_EXERCISE_. Where in the material does the word "lane" appear? Copy each line that has it.
INFORMATION section start
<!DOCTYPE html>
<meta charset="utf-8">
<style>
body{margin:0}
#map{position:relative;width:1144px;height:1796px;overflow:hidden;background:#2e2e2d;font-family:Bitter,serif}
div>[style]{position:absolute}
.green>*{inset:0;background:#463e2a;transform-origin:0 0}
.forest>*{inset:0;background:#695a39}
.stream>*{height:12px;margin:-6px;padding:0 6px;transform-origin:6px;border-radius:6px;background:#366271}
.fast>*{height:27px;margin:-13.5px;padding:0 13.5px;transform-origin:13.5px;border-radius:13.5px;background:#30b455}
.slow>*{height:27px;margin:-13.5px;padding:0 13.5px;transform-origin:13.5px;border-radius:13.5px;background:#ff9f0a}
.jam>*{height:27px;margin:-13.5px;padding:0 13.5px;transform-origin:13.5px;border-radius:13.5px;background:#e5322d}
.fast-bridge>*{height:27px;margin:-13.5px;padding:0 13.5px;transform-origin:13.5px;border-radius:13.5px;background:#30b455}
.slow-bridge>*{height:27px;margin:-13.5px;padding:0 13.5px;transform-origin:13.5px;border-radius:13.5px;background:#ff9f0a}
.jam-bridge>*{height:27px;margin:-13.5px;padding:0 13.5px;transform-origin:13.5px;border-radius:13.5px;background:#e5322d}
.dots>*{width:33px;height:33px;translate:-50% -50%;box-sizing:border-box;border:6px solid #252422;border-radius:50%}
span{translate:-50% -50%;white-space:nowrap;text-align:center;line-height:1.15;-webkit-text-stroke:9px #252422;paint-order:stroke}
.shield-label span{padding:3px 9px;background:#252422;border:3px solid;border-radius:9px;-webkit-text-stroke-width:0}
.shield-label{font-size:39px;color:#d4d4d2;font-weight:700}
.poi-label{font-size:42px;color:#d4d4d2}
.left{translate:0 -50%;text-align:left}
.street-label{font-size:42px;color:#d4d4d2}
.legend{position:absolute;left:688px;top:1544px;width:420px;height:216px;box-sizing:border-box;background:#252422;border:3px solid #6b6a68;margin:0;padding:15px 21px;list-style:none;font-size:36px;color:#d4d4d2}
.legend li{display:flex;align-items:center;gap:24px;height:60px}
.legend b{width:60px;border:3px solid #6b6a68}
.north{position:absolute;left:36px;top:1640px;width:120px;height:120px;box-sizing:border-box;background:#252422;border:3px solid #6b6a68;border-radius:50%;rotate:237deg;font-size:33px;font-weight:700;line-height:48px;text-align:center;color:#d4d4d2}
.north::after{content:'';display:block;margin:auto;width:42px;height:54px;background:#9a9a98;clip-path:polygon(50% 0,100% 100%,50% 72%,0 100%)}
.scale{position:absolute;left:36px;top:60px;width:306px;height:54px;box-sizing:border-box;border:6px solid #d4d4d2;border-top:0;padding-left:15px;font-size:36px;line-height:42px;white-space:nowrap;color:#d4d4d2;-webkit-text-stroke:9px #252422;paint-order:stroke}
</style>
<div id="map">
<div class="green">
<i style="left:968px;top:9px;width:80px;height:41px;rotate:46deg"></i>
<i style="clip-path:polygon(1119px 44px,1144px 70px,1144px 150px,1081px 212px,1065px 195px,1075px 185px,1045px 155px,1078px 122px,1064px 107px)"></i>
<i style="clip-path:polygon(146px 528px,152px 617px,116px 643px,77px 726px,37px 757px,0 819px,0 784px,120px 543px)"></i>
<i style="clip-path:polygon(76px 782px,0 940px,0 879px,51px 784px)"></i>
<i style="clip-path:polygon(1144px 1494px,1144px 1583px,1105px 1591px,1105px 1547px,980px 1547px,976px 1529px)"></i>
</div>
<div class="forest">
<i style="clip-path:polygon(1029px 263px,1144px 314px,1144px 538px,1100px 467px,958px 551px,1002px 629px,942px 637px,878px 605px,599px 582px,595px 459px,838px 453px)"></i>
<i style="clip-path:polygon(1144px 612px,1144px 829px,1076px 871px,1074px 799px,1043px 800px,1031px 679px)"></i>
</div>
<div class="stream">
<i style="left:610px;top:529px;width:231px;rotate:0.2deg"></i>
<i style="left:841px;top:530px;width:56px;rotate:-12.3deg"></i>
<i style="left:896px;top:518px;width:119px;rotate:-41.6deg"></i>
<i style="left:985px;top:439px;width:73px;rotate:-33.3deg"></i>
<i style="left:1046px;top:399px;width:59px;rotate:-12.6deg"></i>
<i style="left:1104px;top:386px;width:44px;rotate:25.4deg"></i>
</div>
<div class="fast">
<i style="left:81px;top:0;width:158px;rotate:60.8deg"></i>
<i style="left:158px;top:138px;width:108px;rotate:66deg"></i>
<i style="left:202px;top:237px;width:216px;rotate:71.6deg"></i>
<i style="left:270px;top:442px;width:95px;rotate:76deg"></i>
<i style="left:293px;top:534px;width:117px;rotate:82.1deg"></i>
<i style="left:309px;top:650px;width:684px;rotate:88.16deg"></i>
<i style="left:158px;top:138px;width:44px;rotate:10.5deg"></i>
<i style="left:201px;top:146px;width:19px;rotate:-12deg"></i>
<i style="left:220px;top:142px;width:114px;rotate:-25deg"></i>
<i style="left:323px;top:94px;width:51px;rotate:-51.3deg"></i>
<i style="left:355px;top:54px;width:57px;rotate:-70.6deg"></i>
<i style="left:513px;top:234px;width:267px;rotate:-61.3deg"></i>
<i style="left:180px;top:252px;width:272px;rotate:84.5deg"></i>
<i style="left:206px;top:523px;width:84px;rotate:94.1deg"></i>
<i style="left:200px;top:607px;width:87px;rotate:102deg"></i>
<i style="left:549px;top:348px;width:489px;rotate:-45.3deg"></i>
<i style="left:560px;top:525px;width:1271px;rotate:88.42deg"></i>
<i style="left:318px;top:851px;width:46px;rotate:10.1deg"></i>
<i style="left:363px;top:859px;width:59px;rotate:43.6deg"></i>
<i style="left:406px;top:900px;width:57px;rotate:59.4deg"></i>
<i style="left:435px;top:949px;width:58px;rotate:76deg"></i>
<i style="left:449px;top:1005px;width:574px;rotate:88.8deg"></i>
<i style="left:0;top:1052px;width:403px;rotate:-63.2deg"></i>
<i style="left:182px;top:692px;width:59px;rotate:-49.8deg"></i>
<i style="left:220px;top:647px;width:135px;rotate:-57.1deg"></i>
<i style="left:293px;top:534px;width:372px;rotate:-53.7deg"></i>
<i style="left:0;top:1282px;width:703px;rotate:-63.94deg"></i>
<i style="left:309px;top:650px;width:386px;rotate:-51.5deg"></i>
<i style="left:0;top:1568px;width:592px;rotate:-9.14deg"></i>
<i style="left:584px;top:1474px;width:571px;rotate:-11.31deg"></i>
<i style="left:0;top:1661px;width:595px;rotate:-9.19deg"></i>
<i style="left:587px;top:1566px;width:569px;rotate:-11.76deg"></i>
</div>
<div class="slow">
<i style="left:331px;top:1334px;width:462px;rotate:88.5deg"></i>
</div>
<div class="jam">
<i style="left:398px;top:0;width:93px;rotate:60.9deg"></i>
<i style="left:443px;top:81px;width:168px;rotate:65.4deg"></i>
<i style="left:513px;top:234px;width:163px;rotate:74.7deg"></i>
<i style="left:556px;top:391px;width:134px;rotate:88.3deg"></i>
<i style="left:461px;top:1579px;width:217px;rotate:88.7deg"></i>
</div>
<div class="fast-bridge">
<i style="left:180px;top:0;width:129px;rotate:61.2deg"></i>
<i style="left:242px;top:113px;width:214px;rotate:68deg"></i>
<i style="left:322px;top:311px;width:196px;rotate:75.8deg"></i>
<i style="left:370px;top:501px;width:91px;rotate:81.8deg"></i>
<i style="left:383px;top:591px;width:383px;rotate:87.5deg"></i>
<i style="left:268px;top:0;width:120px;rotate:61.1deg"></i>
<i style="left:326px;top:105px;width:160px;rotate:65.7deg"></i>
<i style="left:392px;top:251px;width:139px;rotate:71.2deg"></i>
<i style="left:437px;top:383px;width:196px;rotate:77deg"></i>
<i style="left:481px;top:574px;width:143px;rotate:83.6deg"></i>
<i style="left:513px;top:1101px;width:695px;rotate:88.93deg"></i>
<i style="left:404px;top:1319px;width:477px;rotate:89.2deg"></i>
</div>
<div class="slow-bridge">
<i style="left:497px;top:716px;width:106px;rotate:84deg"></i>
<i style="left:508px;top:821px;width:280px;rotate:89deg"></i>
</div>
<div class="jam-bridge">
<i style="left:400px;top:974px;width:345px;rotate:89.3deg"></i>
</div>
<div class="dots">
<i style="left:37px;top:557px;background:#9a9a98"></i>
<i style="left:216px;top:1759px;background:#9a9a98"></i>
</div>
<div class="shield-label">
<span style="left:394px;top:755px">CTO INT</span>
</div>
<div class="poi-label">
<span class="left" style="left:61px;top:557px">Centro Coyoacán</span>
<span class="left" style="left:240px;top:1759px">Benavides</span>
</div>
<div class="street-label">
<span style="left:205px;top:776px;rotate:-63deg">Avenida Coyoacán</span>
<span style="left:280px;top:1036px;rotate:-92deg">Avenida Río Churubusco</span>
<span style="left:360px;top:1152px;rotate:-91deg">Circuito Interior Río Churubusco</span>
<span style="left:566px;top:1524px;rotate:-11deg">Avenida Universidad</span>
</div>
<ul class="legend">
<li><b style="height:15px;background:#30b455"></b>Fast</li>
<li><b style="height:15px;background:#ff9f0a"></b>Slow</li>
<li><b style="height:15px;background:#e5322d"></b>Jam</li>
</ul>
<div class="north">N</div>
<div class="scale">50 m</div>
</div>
INFORMATION section end
INFORMATION section start
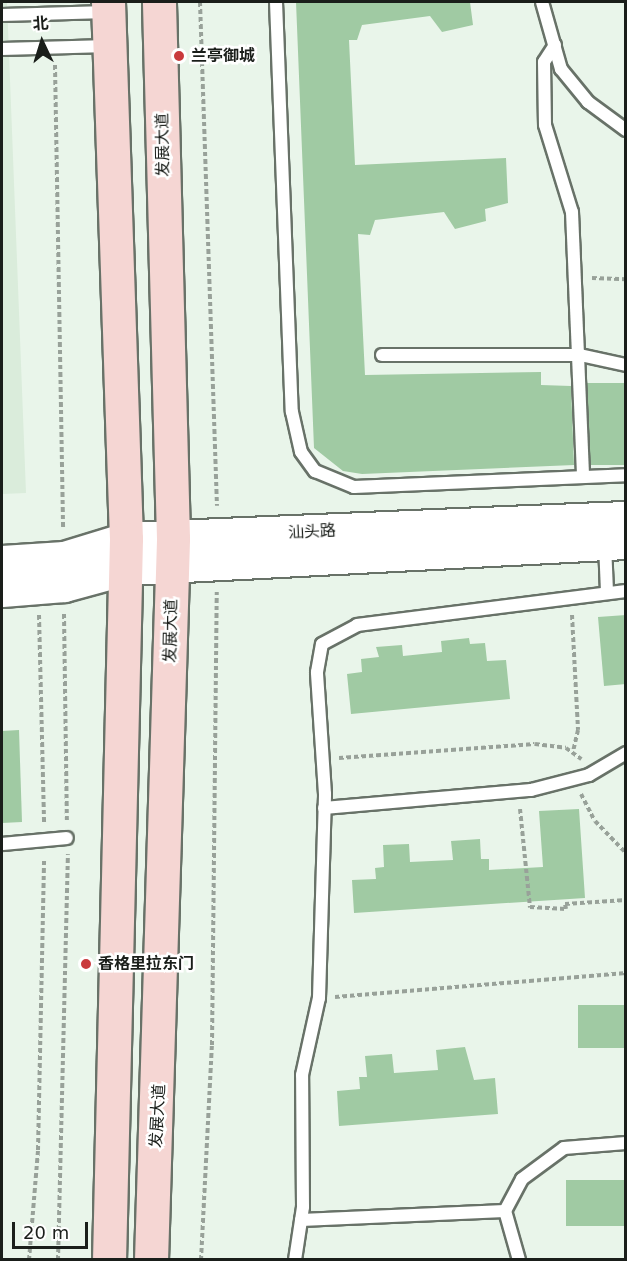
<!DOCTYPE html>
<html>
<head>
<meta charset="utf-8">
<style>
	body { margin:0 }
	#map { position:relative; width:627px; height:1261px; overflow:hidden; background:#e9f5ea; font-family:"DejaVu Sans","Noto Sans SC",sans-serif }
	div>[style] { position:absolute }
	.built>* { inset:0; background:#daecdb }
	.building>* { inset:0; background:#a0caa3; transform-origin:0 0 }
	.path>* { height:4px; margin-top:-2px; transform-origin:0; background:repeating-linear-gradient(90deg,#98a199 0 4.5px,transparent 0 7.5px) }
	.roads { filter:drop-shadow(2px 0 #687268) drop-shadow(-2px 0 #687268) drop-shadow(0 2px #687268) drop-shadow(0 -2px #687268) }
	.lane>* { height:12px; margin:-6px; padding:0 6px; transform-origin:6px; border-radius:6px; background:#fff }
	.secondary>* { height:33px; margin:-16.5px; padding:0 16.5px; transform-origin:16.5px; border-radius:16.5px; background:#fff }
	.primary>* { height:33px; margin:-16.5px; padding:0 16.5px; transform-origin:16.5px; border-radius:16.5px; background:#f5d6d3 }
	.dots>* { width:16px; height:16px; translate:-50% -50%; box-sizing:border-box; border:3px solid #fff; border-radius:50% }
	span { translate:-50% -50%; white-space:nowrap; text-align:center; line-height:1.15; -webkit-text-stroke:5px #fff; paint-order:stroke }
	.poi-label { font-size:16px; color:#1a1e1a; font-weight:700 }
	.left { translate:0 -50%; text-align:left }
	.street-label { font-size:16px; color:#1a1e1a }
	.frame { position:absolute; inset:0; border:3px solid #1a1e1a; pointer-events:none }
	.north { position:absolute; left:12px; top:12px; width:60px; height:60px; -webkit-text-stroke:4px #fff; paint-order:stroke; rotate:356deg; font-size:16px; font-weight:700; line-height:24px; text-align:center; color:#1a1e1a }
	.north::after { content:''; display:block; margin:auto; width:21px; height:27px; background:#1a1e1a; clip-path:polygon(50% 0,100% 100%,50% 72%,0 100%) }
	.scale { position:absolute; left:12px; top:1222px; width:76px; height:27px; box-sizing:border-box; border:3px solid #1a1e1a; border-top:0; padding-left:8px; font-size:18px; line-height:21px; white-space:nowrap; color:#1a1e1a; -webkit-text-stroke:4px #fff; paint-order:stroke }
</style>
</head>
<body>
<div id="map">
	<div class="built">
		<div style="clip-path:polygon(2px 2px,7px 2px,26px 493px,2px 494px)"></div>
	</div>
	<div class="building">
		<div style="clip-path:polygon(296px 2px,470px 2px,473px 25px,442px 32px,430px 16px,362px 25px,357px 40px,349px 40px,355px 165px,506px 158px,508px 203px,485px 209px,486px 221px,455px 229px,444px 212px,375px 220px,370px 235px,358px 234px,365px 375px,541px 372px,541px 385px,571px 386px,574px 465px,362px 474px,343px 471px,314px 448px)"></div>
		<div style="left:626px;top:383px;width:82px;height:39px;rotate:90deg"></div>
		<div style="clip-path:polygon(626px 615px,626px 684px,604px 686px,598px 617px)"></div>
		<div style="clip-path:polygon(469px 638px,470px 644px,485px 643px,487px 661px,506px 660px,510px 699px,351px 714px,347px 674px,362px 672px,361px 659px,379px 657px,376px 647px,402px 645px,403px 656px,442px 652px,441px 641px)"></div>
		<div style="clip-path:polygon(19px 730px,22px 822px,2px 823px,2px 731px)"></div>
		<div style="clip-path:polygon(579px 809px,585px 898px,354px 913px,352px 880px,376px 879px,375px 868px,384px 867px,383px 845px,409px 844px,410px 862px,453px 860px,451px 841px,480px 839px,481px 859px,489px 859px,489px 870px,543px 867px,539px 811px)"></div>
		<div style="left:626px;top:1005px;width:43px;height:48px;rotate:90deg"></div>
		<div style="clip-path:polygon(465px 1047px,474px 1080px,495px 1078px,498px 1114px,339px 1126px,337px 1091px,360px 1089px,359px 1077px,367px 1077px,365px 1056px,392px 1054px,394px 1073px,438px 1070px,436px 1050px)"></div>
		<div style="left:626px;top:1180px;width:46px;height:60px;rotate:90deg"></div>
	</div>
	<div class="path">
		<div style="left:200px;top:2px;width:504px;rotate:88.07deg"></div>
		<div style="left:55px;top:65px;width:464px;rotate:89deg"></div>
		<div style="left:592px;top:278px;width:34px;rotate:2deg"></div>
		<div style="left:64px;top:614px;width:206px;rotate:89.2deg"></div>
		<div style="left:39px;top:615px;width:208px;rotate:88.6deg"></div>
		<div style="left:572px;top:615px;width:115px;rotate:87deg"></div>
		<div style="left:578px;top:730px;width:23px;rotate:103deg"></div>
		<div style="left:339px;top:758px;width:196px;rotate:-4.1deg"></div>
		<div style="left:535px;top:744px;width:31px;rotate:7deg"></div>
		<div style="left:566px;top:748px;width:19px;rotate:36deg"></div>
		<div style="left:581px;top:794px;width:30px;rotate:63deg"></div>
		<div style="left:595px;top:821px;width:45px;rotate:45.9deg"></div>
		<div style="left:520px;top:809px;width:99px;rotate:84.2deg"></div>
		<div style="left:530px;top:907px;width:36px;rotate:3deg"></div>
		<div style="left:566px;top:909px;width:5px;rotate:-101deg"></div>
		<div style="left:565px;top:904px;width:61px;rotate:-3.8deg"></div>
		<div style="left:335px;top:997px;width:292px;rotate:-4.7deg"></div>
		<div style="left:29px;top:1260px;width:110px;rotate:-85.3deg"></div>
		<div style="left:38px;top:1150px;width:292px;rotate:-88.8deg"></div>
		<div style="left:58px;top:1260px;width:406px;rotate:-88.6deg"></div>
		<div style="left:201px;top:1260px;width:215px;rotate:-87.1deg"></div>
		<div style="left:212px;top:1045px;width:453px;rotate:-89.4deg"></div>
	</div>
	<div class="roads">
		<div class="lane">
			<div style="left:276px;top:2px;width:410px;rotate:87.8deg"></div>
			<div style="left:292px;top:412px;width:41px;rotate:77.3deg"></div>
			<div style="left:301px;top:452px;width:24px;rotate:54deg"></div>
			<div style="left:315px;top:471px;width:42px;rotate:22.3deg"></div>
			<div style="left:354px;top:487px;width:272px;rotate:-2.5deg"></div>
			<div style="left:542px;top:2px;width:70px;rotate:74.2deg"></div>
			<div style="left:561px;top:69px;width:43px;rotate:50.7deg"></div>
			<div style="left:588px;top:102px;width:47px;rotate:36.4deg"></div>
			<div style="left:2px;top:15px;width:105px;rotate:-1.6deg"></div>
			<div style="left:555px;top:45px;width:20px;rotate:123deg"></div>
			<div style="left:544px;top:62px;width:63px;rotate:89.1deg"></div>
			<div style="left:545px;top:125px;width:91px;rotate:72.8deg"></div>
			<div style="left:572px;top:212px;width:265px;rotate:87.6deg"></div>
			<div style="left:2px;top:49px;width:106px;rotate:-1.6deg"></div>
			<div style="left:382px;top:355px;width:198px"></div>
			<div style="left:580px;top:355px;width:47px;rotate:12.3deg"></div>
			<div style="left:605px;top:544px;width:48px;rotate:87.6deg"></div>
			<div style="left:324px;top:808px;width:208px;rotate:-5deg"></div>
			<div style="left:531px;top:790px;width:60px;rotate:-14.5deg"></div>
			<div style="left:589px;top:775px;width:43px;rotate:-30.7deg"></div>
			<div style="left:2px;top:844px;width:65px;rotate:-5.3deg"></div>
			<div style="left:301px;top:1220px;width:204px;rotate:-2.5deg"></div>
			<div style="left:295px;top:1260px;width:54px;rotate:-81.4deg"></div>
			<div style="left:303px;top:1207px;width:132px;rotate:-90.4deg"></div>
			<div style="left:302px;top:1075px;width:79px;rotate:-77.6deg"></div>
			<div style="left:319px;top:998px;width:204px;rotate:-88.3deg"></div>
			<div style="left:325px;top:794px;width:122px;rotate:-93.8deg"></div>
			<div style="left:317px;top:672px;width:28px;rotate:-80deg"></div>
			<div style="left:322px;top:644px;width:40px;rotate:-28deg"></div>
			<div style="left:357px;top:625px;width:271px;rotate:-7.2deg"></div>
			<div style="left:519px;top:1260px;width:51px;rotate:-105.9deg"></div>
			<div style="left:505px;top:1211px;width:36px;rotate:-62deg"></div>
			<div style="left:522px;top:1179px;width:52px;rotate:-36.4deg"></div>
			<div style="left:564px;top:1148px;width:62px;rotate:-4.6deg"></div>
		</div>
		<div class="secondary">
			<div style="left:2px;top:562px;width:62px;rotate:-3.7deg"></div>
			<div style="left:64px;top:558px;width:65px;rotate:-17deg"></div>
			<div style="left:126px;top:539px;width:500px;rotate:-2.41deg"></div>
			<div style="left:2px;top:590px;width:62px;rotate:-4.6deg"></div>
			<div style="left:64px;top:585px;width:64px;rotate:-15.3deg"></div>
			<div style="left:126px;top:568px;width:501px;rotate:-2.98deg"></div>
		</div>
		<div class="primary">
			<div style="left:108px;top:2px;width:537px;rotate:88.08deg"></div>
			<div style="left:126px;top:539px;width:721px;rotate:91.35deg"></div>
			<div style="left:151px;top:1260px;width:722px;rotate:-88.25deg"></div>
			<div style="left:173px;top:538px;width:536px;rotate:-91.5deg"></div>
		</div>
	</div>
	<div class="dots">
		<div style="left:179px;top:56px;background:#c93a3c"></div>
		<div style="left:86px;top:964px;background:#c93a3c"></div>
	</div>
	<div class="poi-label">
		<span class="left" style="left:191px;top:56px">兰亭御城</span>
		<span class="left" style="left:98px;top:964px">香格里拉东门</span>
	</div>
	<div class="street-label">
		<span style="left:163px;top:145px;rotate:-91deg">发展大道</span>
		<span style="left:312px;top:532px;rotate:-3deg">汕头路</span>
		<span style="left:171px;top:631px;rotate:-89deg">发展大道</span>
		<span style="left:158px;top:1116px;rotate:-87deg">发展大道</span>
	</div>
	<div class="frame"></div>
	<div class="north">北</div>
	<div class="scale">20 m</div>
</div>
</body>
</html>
INFORMATION section end
_RESULT OF THIS TASK_.
	.lane>* { height:12px; margin:-6px; padding:0 6px; transform-origin:6px; border-radius:6px; background:#fff }
		<div class="lane">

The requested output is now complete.